Flowerlike copper-doped g-C3N4 is synthesized via a novel molten salt-assisted microwave process in this work. X-ray diffraction, N2 adsorption, UV–vis spectroscopy, scanning electron microscopy, photoluminescence, temperature-programmed desorption, X-ray photoelectron spectroscopy, and electrochemical impedance spectra were used to characterize the prepared catalysts. The results show that Cu+ is not present as oxide but inserts at the interstitial position through the coordinative Cu(I)–N bonds. These Cu(I)–N active sites can act as chemical adsorption sites to activate N2 molecules.
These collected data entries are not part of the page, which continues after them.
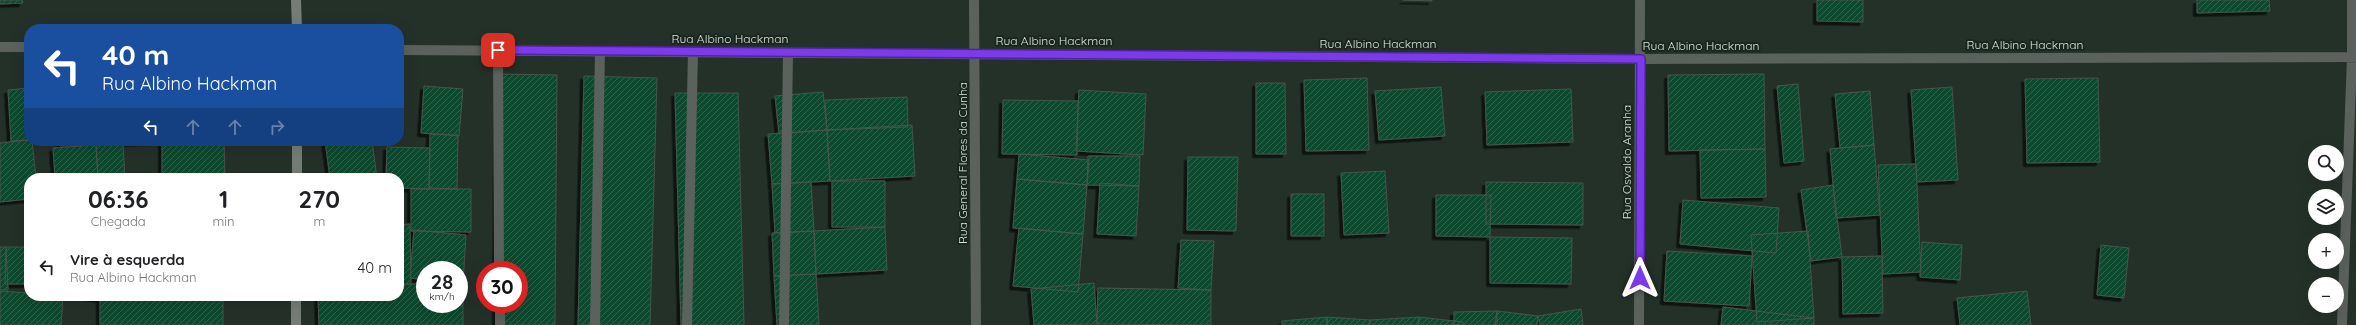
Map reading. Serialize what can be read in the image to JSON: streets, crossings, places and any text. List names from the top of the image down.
{
  "streets": {
    "street": ["Rua Albino Hackman", "Rua Osvaldo Aranha", "Rua General Flores da Cunha"]
  },
  "crossings": [
    ["Rua Albino Hackman", "Rua Osvaldo Aranha"],
    ["Rua Albino Hackman", "Rua General Flores da Cunha"]
  ],
  "page": {
    "turn": ["40 m", "Rua Albino Hackman"],
    "map_buttons": ["+", "−"],
    "eta": [
      "06:36",
      "Chegada",
      "1",
      "min",
      "270",
      "m"
    ],
    "list": [
      {
        "name": "Vire à esquerda",
        "note": "Rua Albino Hackman",
        "value": "40 m"
      }
    ],
    "speed": "28 km/h",
    "limit": "30"
  }
}
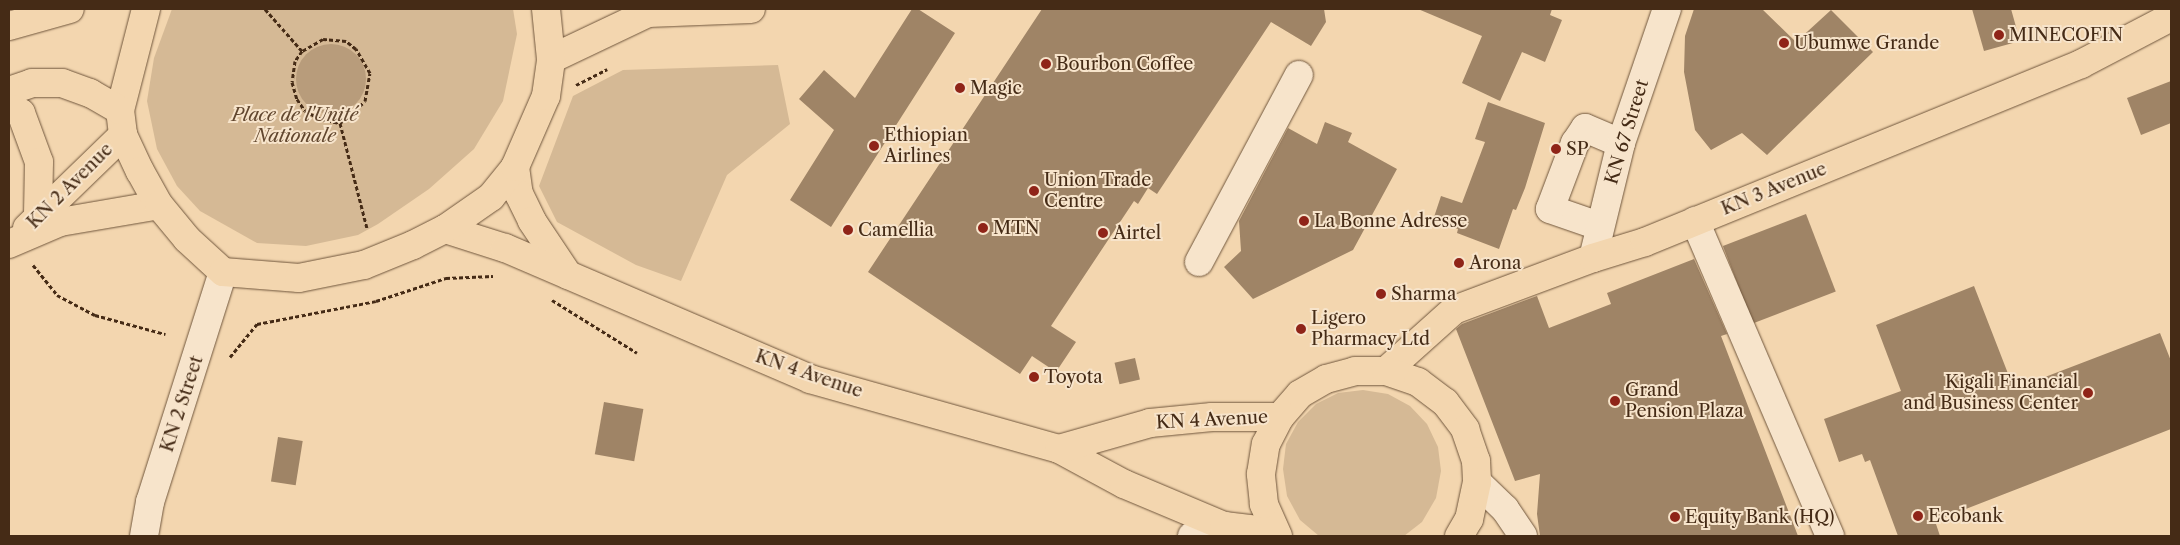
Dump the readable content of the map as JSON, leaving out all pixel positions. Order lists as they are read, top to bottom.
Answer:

Moreover, as an “electron transfer bridge”, Cu(I)–N active sites promote electron transfer from the catalyst to the adsorbed N2 molecules. The as-prepared copper-doped g-C3N4 displays a much higher NH4+ generation rate than neat g-C3N4 prepared by calcination, as well as excellent catalytic and structural stability. Density functional theory simulations prove that Cu(I)–N active sites can adsorb the N2 molecule with high adsorption energy and elongate the N≡N bond. Charge density difference result confirms the electrons transfer from the Cu+ doping sites to the N2 molecule. Density of states results indicate that the σg2p orbital in nitrogen atom is delocalized significantly when N2 is adsorbed on Cu+ doping sites; also, the πg*2p orbital is transferred to the vicinity of the Fermi level. These make the nitrogen molecules more efficient to activate.